**EXERCISE DIRECTIONS**
Needed from the data below: all lines that contain the word "stream".

**THE RECORDS**

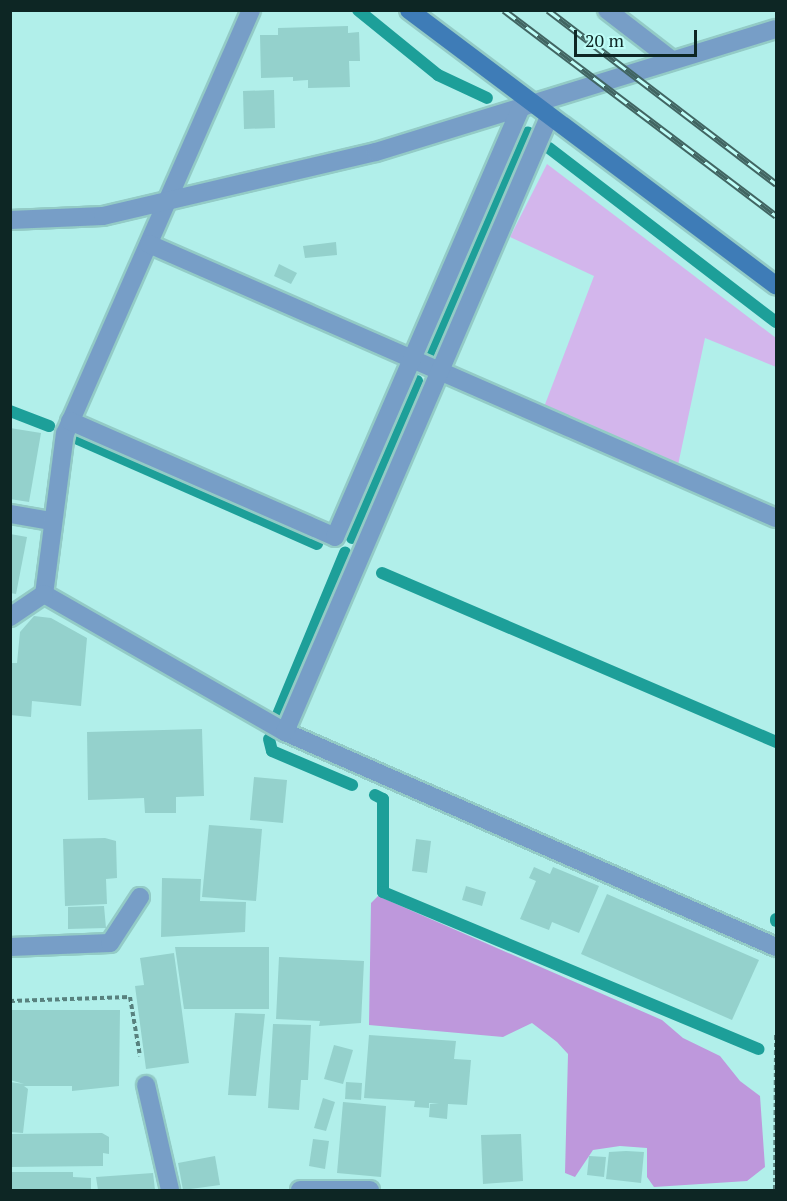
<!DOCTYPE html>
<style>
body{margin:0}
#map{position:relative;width:787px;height:1201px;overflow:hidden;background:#b1efea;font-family:"PT Serif",serif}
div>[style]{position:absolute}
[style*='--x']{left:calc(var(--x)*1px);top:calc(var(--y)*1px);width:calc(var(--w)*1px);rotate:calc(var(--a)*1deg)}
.green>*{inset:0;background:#d3b6ec}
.forest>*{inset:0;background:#be98dc}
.stream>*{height:12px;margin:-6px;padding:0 6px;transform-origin:6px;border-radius:6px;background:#1d9f99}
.building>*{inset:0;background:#94d1cc}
.path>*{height:4px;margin-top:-2px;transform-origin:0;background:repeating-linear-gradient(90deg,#58817e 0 4.5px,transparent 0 7.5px)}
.roads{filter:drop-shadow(2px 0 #93cbc6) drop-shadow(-2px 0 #93cbc6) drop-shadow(0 2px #93cbc6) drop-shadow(0 -2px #93cbc6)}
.lane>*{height:18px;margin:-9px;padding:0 9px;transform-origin:9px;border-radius:9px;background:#779ec7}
.street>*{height:18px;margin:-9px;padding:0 9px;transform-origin:9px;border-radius:9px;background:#779ec7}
.secondary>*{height:18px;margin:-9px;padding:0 9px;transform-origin:9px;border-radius:9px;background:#3e7cb7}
.rail>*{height:7px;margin-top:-3.5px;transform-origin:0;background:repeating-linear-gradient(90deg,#befdf7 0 14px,#416562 0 28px);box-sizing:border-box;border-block:2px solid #416562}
span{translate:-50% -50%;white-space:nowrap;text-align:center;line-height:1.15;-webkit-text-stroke:4.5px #befdf7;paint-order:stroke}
.frame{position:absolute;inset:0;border:12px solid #0d2624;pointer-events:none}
.scale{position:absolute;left:574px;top:30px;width:123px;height:27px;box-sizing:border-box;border:3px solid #0d2624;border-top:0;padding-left:8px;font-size:18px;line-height:21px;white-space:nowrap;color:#0d2624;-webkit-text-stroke:4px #befdf7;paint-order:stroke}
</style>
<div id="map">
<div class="green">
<i style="clip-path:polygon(547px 164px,776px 338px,776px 367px,705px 338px,678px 465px,544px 407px,594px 276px,510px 237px)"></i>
</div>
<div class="forest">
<i style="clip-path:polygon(378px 896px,662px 1020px,683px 1038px,720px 1056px,740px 1081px,760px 1096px,765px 1167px,747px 1181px,654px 1187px,647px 1177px,647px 1148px,620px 1146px,593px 1150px,575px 1177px,565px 1173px,568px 1054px,557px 1042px,532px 1023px,503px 1037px,369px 1025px,371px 903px)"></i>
</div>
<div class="stream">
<i style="--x:358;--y:10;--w:103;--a:39.1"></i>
<i style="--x:438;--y:75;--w:54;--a:25.1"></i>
<i style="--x:549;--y:148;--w:286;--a:37.5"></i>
<i style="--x:428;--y:355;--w:244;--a:-65.8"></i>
<i style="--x:10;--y:411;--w:42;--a:21"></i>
<i style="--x:78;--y:439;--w:261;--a:23.7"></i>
<i style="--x:352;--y:538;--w:170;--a:-67.5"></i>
<i style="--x:382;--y:573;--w:429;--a:23.2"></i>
<i style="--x:277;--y:717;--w:178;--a:-67.5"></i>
<i style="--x:269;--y:739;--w:12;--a:76"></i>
<i style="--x:272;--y:751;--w:87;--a:23"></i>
<i style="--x:375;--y:795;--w:9;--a:27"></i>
<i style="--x:383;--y:799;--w:93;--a:90"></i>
<i style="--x:383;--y:892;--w:407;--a:22.7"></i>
<i style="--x:776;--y:921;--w:2;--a:-90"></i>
</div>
<div class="building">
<i style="clip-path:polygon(348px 26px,348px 33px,359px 32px,360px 61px,349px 61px,350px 87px,308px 88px,308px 80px,293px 81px,293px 77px,261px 78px,260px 35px,278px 35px,278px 28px)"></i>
<i style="clip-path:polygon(274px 90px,275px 128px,244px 129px,243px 91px)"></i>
<i style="clip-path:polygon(336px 242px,337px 255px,305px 258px,303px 246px)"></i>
<i style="clip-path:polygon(279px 264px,297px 273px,291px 284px,274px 276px)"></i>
<i style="clip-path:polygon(10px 428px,41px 433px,29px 502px,10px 499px)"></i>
<i style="clip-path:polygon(10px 534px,27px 537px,16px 594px,10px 593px)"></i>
<i style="clip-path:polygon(34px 616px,51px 618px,87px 638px,81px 706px,32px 701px,31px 717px,10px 715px,10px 663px,17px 663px,20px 632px)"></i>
<i style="clip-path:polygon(202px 729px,204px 796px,176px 797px,176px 813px,145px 813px,144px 798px,88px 800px,87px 732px)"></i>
<i style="clip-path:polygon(254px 777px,287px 780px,283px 823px,250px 820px)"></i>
<i style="clip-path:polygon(209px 825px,262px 829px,256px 901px,202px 897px)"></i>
<i style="clip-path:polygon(105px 838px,116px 841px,117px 878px,106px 879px,107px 904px,65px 906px,63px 839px)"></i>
<i style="clip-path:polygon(416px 839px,431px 841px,427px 873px,412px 871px)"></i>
<i style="clip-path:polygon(534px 867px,550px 874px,553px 867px,599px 886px,579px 933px,552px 922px,549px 930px,520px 919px,536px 881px,529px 878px)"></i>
<i style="clip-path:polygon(162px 878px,201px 879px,200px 901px,246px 902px,245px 932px,161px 937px)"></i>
<i style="clip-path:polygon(466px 886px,486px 892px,482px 906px,462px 900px)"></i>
<i style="clip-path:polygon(607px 894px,759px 960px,732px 1020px,581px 954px)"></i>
<i style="clip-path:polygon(104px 906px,106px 928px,68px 929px,68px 907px)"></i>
<i style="clip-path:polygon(175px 947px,269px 947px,269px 1009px,184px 1009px)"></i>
<i style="clip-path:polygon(174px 953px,189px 1063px,146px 1069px,135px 986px,144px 985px,140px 958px)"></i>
<i style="clip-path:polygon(279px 957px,364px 961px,361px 1023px,319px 1026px,320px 1021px,276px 1019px)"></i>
<i style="clip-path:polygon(10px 1010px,120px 1010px,119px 1086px,72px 1091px,72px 1086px,24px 1086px,28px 1089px,23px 1133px,10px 1132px,10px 1082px,24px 1084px,10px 1080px)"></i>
<i style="clip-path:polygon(235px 1013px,265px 1014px,256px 1096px,228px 1095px)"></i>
<i style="clip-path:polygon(273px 1024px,311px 1025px,308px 1080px,301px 1080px,299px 1110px,268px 1108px)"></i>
<i style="clip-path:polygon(369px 1035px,456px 1041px,454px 1059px,471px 1060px,467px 1105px,448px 1104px,447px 1119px,429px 1117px,430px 1104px,439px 1103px,429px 1103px,429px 1108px,414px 1107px,415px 1101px,364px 1098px)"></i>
<i style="clip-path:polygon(334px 1045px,353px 1050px,343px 1084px,324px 1079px)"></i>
<i style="clip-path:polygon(346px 1082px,362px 1083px,361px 1100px,345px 1099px)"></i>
<i style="clip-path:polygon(323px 1098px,335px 1102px,326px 1131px,314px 1128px)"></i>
<i style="clip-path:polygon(343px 1102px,386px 1106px,381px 1177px,337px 1173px)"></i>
<i style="clip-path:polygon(102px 1133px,109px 1137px,109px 1154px,103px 1153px,103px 1166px,10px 1167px,10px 1134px)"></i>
<i style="clip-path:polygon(521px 1134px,523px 1181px,483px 1184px,481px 1135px)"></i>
<i style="clip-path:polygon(313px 1139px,329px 1141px,325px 1169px,309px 1166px)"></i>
<i style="clip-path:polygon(626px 1151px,644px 1152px,641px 1183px,606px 1179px,609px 1152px)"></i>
<i style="clip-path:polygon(215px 1156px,220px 1185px,183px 1190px,178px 1163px)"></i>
<i style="clip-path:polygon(589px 1156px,606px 1157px,604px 1177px,587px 1175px)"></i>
<i style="clip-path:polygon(10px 1172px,73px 1172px,73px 1177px,91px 1178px,91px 1190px,10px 1190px)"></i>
<i style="clip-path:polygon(153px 1173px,155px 1190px,98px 1190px,96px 1177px)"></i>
</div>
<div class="path">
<i style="--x:10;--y:1001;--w:120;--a:-1.9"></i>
<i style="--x:130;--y:997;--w:60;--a:80.4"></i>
<i style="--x:775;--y:1190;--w:156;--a:-89.6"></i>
</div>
<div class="roads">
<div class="lane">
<i style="--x:10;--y:514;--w:42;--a:9.7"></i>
<i style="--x:10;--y:947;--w:100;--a:-2.3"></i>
<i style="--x:110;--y:943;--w:55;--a:-56.9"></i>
</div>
<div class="street">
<i style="--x:251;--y:10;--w:462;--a:113.7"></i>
<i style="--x:65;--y:433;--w:162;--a:97.4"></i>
<i style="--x:44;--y:594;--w:278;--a:29.8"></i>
<i style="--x:285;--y:732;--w:536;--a:23.65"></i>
<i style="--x:607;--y:10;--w:82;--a:37.6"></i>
<i style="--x:10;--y:220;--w:93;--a:-2.5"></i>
<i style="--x:103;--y:216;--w:280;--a:-13.2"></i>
<i style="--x:376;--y:152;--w:418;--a:-17.1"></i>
<i style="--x:149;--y:244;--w:684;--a:23.61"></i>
<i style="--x:70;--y:421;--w:289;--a:23.6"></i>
<i style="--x:335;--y:537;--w:466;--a:-66.6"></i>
<i style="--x:10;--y:617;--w:41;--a:-34.1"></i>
<i style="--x:285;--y:732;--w:669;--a:-66.77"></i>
<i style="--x:146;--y:1085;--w:108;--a:77.1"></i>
<i style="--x:300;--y:1190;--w:70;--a:0"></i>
</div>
<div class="secondary">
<i style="--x:409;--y:10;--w:459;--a:36.9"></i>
</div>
</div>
<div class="rail">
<i style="--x:504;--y:10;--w:341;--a:37.1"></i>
<i style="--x:548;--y:10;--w:287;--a:37.3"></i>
</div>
<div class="frame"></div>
<div class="scale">20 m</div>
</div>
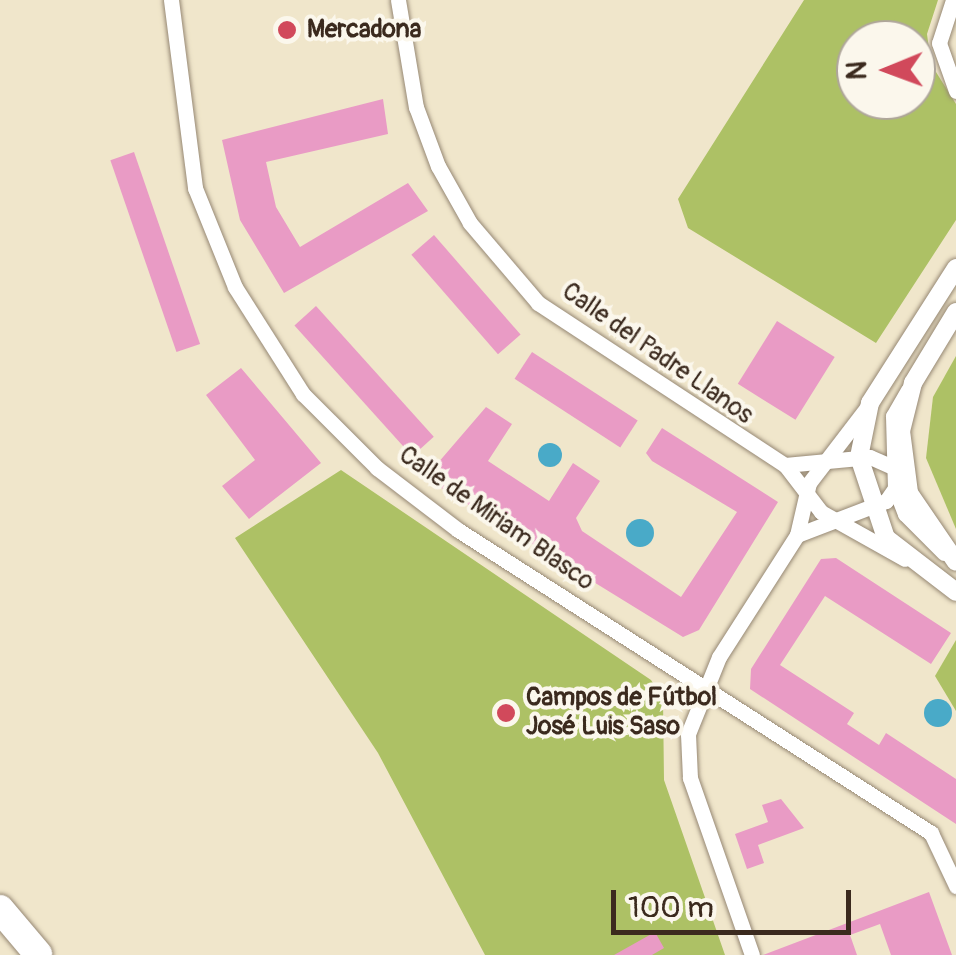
<!DOCTYPE html>
<html>
<head>
<meta charset="utf-8">
<style>
	body { margin:0 }
	#map { position:relative; width:956px; height:955px; overflow:hidden; background:#f0e6cb; font-family:Pangolin,sans-serif }
	div>[style] { position:absolute }
	[style*='--x'] { left:calc(var(--x)*1px); top:calc(var(--y)*1px); width:calc(var(--w)*1px); rotate:calc(var(--a)*1deg) }
	.green>* { inset:0; background:#adc165 }
	.water>* { inset:0; background:#49aac8 }
	.round { border-radius:50% }
	.building>* { inset:0; background:#e99bc5; transform-origin:0 0 }
	.roads { filter:drop-shadow(0 0 2px #968874) drop-shadow(0 0 2px #968874) }
	.minor>* { height:15px; margin:-7.5px; padding:0 7.5px; transform-origin:7.5px; border-radius:7.5px; background:#fff }
	.tertiary>* { height:18px; margin:-9px; padding:0 9px; transform-origin:9px; border-radius:9px; background:#fff }
	.motorway>* { height:28px; margin:-14px; padding:0 14px; transform-origin:14px; border-radius:14px; background:#fff }
	.dots>* { width:28px; height:28px; translate:-50% -50%; box-sizing:border-box; border:5px solid #fbf7ec; border-radius:50% }
	span { translate:-50% -50%; white-space:nowrap; text-align:center; line-height:1.15; -webkit-text-stroke:8px #fbf7ec; paint-order:stroke }
	.poi-label { font-size:25px; color:#3b2a1e; font-weight:700 }
	.left { translate:0 -50%; text-align:left }
	.street-label { font-size:25px; color:#3b2a1e }
	.north { position:absolute; left:836px; top:20px; width:100px; height:100px; box-sizing:border-box; background:#fbf7ec; border:2px solid #aea59a; border-radius:50%; rotate:269deg; font-size:28px; font-weight:700; line-height:40px; text-align:center; color:#3b2a1e }
	.north::after { content:''; display:block; margin:auto; width:35px; height:45px; background:#d1495b; clip-path:polygon(50% 0,100% 100%,50% 72%,0 100%) }
	.scale { position:absolute; left:611px; top:890px; width:240px; height:45px; box-sizing:border-box; border:5px solid #3b2a1e; border-top:0; padding-left:12px; font-size:30px; line-height:35px; white-space:nowrap; color:#3b2a1e; -webkit-text-stroke:8px #fbf7ec; paint-order:stroke }
</style>
</head>
<body>
<div id="map">
	<div class="green">
		<div style="clip-path:polygon(evenodd,804px 0,938px 0,927px 34px,931px 64px,956px 104px,956px 220px,876px 343px,688px 228px,678px 199px,804px 0,856px 40px,916px 40px,916px 100px,856px 100px,856px 40px)"></div>
		<div style="clip-path:polygon(956px 356px,956px 529px,926px 458px,933px 397px)"></div>
		<div style="clip-path:polygon(341px 470px,651px 680px,663px 699px,664px 780px,725px 955px,485px 955px,378px 753px,235px 538px)"></div>
		<div style="clip-path:polygon(956px 640px,956px 711px,935px 676px)"></div>
	</div>
	<div class="water">
		<div class="round" style="left:538px;top:443px;width:24px;height:24px"></div>
		<div class="round" style="left:626px;top:519px;width:28px;height:28px"></div>
		<div class="round" style="left:924px;top:699px;width:28px;height:28px"></div>
	</div>
	<div class="building">
		<div style="clip-path:polygon(383px 99px,388px 134px,266px 162px,276px 207px,300px 247px,408px 183px,428px 211px,284px 293px,240px 220px,222px 140px)"></div>
		<div style="left:134px;top:152px;width:203px;height:25px;rotate:71deg"></div>
		<div style="left:434px;top:235px;width:132px;height:30px;rotate:49deg"></div>
		<div style="left:316px;top:306px;width:176px;height:29px;rotate:48deg"></div>
		<div style="left:777px;top:321px;width:68px;height:74px;rotate:32deg"></div>
		<div style="left:532px;top:352px;width:126px;height:32px;rotate:33deg"></div>
		<div style="clip-path:polygon(241px 368px,321px 463px,249px 519px,222px 486px,255px 460px,206px 395px)"></div>
		<div style="clip-path:polygon(486px 407px,512px 424px,488px 461px,549px 501px,573px 463px,600px 481px,576px 518px,582px 531px,681px 597px,737px 512px,652px 461px,646px 453px,662px 428px,778px 502px,699px 630px,683px 637px,425px 478px)"></div>
		<div style="clip-path:polygon(836px 558px,951px 633px,931px 664px,825px 596px,780px 665px,854px 713px,847px 724px,879px 745px,886px 733px,956px 779px,956px 824px,750px 689px,751px 669px,821px 559px)"></div>
		<div style="clip-path:polygon(781px 799px,804px 828px,758px 845px,764px 863px,747px 869px,735px 834px,768px 822px,762px 805px)"></div>
		<div style="clip-path:polygon(929px 892px,952px 955px,891px 955px,880px 924px,850px 935px,857px 955px,763px 955px)"></div>
		<div style="clip-path:polygon(655px 932px,664px 948px,652px 955px,614px 955px)"></div>
	</div>
	<div class="roads">
		<div class="minor">
			<div style="--x:171;--y:0;--w:190;--a:82.7"></div>
			<div style="--x:195;--y:188;--w:107;--a:68"></div>
			<div style="--x:235;--y:287;--w:127;--a:57.6"></div>
			<div style="--x:303;--y:394;--w:105;--a:45"></div>
			<div style="--x:377;--y:468;--w:102;--a:37.4"></div>
			<div style="--x:458;--y:530;--w:562;--a:32.64"></div>
			<div style="--x:931;--y:833;--w:59;--a:64.7"></div>
			<div style="--x:398;--y:0;--w:109;--a:80.5"></div>
			<div style="--x:416;--y:107;--w:63;--a:69.6"></div>
			<div style="--x:438;--y:166;--w:65;--a:60.7"></div>
			<div style="--x:470;--y:223;--w:105;--a:49.6"></div>
			<div style="--x:538;--y:303;--w:295;--a:33.3"></div>
			<div style="--x:785;--y:465;--w:85;--a:-5.4"></div>
			<div style="--x:870;--y:457;--w:22;--a:24"></div>
			<div style="--x:953;--y:0;--w:45;--a:108"></div>
			<div style="--x:939;--y:43;--w:51;--a:70.5"></div>
			<div style="--x:908;--y:390;--w:30;--a:120"></div>
			<div style="--x:893;--y:416;--w:72;--a:88.4"></div>
			<div style="--x:895;--y:488;--w:28;--a:69"></div>
			<div style="--x:905;--y:514;--w:55;--a:45"></div>
			<div style="--x:785;--y:465;--w:59;--a:52.5"></div>
			<div style="--x:821;--y:512;--w:96;--a:29.2"></div>
			<div style="--x:797;--y:535;--w:95;--a:-20.9"></div>
			<div style="--x:886;--y:501;--w:16;--a:-55"></div>
			<div style="--x:752;--y:955;--w:188;--a:-109.3"></div>
			<div style="--x:690;--y:778;--w:44;--a:-92.6"></div>
			<div style="--x:688;--y:734;--w:83;--a:-68.1"></div>
			<div style="--x:719;--y:657;--w:145;--a:-57.4"></div>
			<div style="--x:797;--y:535;--w:53;--a:-77"></div>
			<div style="--x:809;--y:483;--w:97;--a:-52.5"></div>
		</div>
		<div class="tertiary">
			<div style="--x:956;--y:268;--w:160;--a:122.5"></div>
			<div style="--x:870;--y:403;--w:55;--a:101.5"></div>
			<div style="--x:859;--y:457;--w:85;--a:71.6"></div>
			<div style="--x:886;--y:538;--w:88;--a:37.6"></div>
			<div style="--x:956;--y:312;--w:83;--a:121.2"></div>
			<div style="--x:913;--y:383;--w:49;--a:104"></div>
			<div style="--x:901;--y:431;--w:63;--a:82.6"></div>
			<div style="--x:909;--y:493;--w:83;--a:55.7"></div>
		</div>
		<div class="motorway">
			<div style="--x:0;--y:909;--w:59;--a:49.8"></div>
		</div>
	</div>
	<div class="dots">
		<div style="left:287px;top:30px;background:#d1495b"></div>
		<div style="left:506px;top:713px;background:#d1495b"></div>
	</div>
	<div class="poi-label">
		<span class="left" style="left:307px;top:30px">Mercadona</span>
		<span class="left" style="left:526px;top:713px">Campos de Fútbol<br>José Luis Saso</span>
	</div>
	<div class="street-label">
		<span style="left:657px;top:354px;rotate:35deg">Calle del Padre Llanos</span>
		<span style="left:496px;top:519px;rotate:35deg">Calle de Miriam Blasco</span>
	</div>
	<div class="north">N</div>
	<div class="scale">100 m</div>
</div>
</body>
</html>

**OUTPUT FOR THIS EXERCISE**
.stream>*{height:12px;margin:-6px;padding:0 6px;transform-origin:6px;border-radius:6px;background:#1d9f99}
<div class="stream">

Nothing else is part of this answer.